Continuous Integration with Bamboo and Maven, Managing Version Numbers

continuous integrationmavenversioning

I am currently developing a product that is broken up into a few main parts: A Server, an Android client, a Desktop client, and a class library for providing common data structures. Currently my team is using Maven (with a private Nexus repo) and TeamCity to do continuous integration, but we're having a ton of problems with builds failing due to version numbering issues. Our current solution involves using the Auto-Increment Versions Plugin for Maven, but any time we make any changes to our pom files we have to manually update the version of the pom file since the version of the pom in Git is now out of date.

My team and I have decided to look at Atlassian Bamboo, and since we are making changes to our workflow we would like to iron out these issues all at once. Here is what we are looking for:

  1. We want to specify a major and a minor build number (such as 0.3) and have the resulting artifact deployed to our repository as major.minor.auto-incrementing-build-number (such as 0.3.2, 0.3.3, 0.4.0).
  2. We want this to be as automatic as possible, since we have several developers and it only takes one person making a mistake to cause a disruption to everyone's workflow.
  3. We would prefer for this functionality to happen in Bamboo if possible, as Bamboo's "clone project" feature would allow us to replicate this functionality across multiple applications quickly, as well as keeping all of our pom files from having a ton of additional code for managing versions.

Has anyone had any experience doing something like this through Bamboo, or is there another approach that I should consider to make this easier?

Best Answer

I find using a snapshot approach using the maven snapshot functionality works fine out of the box.

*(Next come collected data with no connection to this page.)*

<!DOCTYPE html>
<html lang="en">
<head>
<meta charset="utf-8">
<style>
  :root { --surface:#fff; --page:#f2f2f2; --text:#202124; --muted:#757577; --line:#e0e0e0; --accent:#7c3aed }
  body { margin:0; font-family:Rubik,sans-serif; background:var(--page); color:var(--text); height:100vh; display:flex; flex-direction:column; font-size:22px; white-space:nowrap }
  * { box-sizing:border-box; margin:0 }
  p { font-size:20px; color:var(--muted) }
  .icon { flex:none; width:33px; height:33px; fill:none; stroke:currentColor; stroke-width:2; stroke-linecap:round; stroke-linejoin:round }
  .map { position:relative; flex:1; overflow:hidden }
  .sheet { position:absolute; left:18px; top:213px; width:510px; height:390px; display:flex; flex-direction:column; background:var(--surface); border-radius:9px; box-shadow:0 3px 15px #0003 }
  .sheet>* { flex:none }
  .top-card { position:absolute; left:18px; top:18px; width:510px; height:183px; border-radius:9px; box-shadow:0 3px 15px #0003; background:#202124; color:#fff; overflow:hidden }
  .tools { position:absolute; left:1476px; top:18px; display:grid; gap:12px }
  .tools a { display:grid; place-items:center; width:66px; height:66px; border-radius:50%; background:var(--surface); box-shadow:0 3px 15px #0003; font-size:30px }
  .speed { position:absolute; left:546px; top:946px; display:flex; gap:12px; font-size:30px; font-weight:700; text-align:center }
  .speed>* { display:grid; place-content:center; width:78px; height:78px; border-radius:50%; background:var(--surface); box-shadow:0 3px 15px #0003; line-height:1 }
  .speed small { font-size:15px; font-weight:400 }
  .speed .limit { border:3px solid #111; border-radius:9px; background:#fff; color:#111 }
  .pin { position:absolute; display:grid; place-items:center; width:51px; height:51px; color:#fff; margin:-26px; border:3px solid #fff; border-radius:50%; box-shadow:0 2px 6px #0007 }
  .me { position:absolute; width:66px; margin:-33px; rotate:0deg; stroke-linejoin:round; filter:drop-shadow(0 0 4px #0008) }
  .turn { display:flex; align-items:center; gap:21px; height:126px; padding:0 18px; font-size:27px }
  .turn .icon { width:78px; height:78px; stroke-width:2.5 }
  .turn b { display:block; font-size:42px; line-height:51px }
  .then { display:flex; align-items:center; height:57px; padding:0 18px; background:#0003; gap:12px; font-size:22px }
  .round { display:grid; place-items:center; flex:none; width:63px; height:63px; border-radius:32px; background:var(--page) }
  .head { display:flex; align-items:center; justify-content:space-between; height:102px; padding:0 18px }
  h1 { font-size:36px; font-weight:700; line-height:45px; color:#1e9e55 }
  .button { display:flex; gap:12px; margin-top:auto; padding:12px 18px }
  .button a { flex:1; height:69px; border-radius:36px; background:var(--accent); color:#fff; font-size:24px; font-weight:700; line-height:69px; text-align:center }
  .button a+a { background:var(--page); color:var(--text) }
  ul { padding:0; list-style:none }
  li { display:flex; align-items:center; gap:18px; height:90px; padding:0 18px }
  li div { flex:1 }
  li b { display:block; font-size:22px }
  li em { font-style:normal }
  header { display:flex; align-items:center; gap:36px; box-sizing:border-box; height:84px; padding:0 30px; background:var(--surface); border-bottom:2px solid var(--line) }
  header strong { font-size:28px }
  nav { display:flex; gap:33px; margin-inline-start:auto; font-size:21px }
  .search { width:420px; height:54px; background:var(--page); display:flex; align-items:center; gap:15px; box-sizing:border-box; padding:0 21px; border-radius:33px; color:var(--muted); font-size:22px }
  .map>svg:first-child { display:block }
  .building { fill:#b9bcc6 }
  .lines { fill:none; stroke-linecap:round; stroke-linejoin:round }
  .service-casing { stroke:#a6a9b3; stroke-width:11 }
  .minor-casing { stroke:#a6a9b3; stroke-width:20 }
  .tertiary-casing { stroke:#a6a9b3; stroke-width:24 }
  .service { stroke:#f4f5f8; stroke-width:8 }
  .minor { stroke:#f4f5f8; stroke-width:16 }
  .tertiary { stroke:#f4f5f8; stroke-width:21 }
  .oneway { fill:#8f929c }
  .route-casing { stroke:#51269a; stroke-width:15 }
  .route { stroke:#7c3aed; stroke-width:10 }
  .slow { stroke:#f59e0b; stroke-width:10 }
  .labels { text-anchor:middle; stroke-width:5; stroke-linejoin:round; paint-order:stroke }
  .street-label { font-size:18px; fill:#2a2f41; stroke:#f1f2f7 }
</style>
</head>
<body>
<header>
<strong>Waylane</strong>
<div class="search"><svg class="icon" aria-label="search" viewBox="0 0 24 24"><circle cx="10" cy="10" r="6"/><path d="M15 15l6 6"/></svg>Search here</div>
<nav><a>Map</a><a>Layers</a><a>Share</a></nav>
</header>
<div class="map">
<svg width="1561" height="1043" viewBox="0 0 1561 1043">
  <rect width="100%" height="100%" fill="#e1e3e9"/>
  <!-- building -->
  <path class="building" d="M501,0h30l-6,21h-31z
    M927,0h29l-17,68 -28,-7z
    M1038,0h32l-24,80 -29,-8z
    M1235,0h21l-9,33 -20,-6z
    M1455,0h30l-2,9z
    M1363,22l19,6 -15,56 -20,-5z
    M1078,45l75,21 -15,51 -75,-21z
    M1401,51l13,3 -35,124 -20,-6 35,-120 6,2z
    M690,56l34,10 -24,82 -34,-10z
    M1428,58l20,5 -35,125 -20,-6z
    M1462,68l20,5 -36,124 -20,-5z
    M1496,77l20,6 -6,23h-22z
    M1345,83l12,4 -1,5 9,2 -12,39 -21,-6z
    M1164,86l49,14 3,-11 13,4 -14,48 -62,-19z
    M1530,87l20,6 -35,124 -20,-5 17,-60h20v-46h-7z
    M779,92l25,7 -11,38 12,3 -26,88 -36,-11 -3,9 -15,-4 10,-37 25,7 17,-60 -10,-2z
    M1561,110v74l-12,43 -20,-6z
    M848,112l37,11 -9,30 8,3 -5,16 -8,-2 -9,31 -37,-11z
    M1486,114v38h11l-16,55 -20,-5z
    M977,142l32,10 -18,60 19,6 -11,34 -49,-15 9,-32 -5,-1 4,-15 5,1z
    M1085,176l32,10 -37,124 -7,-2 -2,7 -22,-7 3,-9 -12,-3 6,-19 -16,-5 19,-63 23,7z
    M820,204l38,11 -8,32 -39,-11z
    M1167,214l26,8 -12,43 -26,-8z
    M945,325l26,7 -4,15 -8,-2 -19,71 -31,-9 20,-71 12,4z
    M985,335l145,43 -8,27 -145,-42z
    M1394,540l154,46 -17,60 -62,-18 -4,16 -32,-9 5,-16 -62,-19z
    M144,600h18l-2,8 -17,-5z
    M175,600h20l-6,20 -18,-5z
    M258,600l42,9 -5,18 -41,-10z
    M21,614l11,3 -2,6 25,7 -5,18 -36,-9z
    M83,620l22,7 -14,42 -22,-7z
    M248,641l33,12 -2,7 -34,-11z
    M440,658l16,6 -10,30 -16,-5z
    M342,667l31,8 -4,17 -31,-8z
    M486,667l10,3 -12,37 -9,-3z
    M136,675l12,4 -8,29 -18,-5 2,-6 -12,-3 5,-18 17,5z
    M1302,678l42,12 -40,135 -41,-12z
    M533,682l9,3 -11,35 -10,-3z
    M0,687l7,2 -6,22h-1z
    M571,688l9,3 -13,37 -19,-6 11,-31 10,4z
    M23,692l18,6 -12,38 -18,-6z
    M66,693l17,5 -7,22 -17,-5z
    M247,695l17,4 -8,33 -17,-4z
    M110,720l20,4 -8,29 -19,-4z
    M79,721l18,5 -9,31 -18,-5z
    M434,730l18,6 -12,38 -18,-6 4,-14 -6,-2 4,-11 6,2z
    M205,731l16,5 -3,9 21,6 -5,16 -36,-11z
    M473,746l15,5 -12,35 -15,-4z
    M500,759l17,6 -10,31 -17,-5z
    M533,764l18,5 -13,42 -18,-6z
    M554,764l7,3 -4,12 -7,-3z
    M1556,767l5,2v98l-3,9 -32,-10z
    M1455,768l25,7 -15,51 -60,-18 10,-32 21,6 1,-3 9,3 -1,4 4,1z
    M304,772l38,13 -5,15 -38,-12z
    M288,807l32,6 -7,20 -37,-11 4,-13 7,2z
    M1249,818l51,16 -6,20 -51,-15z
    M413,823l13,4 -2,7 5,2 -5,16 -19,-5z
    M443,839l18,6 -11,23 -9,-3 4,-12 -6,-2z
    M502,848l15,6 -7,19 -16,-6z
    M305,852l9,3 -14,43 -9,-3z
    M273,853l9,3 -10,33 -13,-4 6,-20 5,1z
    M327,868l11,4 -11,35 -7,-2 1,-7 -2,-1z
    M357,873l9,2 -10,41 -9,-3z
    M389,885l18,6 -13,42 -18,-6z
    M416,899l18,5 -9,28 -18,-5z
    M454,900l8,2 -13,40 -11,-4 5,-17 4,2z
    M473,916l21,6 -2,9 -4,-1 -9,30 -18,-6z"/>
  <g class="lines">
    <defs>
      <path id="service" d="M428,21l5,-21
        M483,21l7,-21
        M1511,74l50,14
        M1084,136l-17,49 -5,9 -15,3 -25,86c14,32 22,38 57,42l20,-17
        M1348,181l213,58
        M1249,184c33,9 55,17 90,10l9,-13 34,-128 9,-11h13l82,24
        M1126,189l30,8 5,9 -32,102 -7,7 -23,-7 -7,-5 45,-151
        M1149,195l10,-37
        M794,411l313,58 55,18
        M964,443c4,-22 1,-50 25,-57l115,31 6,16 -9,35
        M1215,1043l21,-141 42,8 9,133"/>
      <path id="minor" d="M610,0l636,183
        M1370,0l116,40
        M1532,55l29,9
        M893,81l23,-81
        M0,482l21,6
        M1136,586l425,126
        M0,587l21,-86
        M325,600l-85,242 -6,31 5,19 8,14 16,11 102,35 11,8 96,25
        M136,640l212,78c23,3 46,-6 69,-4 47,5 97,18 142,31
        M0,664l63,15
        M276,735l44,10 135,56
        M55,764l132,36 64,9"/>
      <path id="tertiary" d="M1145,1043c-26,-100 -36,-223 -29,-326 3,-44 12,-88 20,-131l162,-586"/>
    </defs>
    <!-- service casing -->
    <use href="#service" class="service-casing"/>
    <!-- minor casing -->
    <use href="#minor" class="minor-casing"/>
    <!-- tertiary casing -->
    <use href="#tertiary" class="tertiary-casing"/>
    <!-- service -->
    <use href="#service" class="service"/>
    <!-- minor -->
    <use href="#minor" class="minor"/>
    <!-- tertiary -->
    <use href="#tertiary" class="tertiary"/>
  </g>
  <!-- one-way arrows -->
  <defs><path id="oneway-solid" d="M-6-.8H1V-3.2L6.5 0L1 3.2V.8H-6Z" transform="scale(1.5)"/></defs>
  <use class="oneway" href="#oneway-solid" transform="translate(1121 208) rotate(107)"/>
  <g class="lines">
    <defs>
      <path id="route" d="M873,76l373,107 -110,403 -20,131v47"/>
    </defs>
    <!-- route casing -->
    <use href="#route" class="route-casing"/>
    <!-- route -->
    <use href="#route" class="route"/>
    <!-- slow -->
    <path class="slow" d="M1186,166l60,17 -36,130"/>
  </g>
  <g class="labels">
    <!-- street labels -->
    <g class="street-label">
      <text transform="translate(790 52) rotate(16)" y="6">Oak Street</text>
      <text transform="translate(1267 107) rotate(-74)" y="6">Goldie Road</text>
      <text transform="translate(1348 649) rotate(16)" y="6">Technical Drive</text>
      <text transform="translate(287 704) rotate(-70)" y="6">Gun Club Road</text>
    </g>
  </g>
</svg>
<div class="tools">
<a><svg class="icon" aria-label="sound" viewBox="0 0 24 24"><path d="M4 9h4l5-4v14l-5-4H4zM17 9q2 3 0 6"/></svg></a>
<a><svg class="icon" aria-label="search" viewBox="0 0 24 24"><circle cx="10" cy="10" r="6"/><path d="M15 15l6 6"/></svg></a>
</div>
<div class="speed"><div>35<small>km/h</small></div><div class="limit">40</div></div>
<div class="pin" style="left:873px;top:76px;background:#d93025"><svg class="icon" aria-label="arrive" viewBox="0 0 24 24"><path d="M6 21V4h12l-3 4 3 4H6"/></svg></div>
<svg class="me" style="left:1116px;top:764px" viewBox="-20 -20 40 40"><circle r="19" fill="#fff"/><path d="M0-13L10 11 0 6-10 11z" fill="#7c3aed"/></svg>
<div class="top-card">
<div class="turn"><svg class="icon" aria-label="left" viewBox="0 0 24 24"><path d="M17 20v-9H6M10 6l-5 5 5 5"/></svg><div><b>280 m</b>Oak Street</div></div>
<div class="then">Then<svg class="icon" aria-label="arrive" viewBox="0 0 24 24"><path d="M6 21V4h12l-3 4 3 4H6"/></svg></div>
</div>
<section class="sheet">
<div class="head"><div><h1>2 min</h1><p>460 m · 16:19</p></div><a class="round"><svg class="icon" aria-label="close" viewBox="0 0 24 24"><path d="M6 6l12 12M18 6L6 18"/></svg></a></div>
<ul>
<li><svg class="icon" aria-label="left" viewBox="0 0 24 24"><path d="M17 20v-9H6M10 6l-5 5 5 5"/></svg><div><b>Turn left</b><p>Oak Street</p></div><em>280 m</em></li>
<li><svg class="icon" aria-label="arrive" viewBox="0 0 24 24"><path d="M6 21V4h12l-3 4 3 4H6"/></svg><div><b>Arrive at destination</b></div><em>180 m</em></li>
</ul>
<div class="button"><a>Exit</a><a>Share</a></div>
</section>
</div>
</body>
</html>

Maven will automatically grab the latest snapshot release from the repository for a particular major/minor build number.

It then becomes only a matter of updating the major/minor version numbers when you do a release, and maven can do that for you as well through the maven::release command.

I normally use Jenkins/Hudson to build the release and upload the artefacts to the repository on completion of the build. I have used TeamCity before but find Jenkins a much more featured CI utility.